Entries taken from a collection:

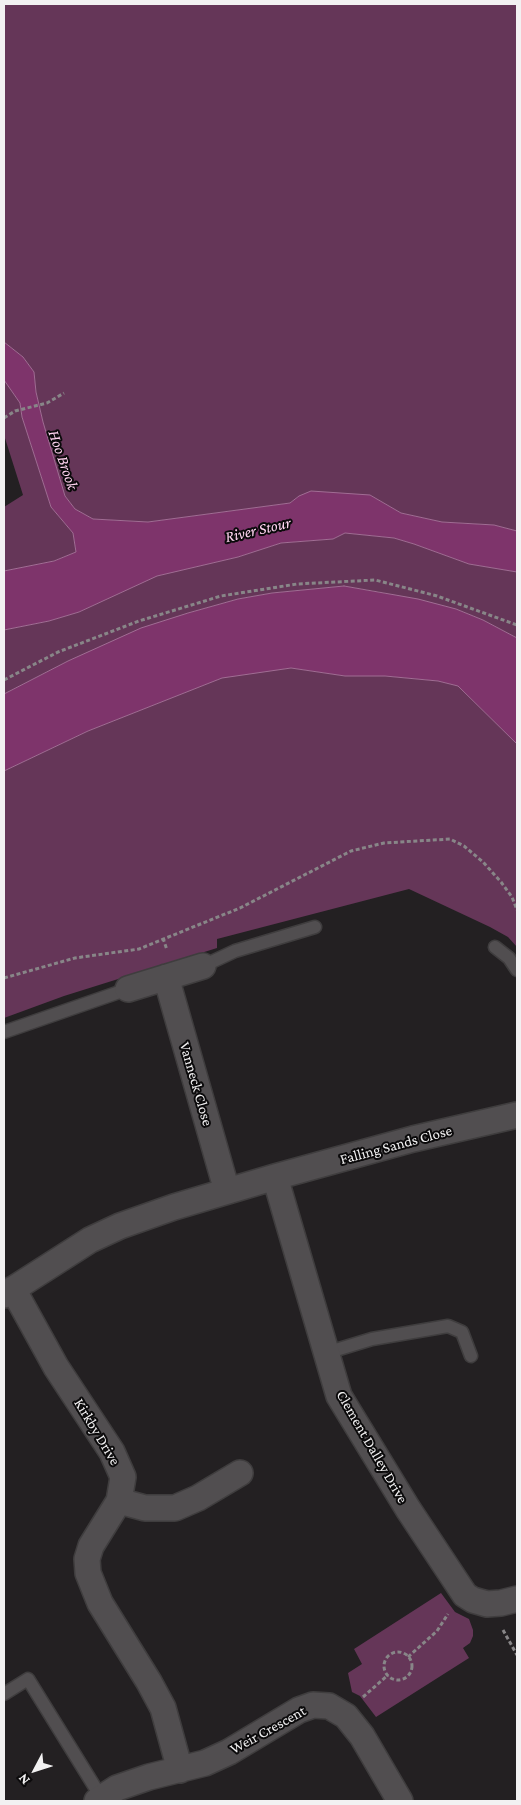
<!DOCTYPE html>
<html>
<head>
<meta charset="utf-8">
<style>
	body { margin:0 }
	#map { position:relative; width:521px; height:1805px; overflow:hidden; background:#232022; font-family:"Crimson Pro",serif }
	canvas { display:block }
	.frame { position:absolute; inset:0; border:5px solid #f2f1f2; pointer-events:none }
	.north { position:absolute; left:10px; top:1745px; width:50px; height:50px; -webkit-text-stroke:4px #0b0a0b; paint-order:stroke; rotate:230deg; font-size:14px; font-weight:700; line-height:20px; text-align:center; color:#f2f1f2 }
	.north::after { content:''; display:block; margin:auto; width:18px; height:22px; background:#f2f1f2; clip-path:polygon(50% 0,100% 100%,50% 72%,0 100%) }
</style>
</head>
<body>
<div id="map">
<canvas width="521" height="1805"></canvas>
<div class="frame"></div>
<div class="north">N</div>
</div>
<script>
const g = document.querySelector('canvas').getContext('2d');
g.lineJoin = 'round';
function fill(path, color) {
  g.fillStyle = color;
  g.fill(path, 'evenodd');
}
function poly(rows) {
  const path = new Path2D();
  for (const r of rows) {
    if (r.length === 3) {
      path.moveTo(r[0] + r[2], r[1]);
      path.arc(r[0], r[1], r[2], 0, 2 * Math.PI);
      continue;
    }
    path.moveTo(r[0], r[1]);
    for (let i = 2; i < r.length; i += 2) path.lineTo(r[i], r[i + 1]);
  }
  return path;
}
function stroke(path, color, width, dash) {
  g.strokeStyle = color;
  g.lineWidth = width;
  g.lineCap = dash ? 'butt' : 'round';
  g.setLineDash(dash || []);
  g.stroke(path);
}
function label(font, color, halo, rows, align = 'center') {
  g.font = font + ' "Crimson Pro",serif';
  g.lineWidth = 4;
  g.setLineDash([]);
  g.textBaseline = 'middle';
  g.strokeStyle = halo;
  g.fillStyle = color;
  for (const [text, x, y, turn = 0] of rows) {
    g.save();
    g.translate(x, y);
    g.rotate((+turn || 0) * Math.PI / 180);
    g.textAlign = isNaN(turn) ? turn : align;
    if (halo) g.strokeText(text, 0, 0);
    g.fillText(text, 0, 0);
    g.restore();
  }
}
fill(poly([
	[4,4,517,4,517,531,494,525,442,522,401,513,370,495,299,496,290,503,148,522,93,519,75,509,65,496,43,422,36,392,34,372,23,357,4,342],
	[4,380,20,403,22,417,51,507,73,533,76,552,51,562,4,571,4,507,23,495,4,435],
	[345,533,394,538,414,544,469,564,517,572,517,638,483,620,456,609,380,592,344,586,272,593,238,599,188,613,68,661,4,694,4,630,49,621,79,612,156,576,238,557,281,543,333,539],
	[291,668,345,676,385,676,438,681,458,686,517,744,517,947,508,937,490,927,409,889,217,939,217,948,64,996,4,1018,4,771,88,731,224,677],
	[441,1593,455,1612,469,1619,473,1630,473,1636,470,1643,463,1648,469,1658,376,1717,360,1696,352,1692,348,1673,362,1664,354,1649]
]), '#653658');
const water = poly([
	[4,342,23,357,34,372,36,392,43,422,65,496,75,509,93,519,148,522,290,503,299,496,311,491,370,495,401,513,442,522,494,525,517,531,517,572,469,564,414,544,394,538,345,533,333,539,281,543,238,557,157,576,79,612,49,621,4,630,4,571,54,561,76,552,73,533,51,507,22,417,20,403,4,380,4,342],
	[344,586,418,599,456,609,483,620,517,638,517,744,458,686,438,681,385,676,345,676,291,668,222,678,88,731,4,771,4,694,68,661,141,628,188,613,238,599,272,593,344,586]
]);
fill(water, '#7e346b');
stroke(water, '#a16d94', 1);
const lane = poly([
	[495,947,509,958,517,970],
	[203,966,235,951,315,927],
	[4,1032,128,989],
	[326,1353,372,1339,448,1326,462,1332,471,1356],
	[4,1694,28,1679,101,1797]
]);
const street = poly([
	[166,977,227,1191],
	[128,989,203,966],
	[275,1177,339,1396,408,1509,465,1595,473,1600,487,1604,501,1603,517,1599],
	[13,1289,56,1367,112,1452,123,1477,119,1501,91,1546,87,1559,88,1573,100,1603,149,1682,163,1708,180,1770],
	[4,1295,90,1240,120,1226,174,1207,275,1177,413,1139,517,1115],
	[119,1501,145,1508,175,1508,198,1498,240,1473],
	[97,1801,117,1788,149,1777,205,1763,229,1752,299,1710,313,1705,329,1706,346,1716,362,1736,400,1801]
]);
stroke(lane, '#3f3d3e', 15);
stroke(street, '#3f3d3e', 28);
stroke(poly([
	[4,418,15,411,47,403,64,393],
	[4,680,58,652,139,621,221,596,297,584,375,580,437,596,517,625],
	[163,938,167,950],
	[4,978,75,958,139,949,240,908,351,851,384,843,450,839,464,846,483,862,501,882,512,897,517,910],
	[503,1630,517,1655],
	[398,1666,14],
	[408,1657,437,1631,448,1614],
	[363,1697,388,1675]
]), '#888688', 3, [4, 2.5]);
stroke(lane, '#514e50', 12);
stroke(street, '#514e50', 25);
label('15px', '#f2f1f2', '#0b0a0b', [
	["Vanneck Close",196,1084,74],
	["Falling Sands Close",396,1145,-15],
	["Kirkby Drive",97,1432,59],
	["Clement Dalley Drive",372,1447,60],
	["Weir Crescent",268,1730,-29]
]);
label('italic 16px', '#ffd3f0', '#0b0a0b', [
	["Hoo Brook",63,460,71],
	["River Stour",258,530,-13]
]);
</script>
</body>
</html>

Task goal: Only the lines above that hold "rows" are wanted. Show every one of them.

Reply to the exercise:
function poly(rows) {
  for (const r of rows) {
function label(font, color, halo, rows, align = 'center') {
  for (const [text, x, y, turn = 0] of rows) {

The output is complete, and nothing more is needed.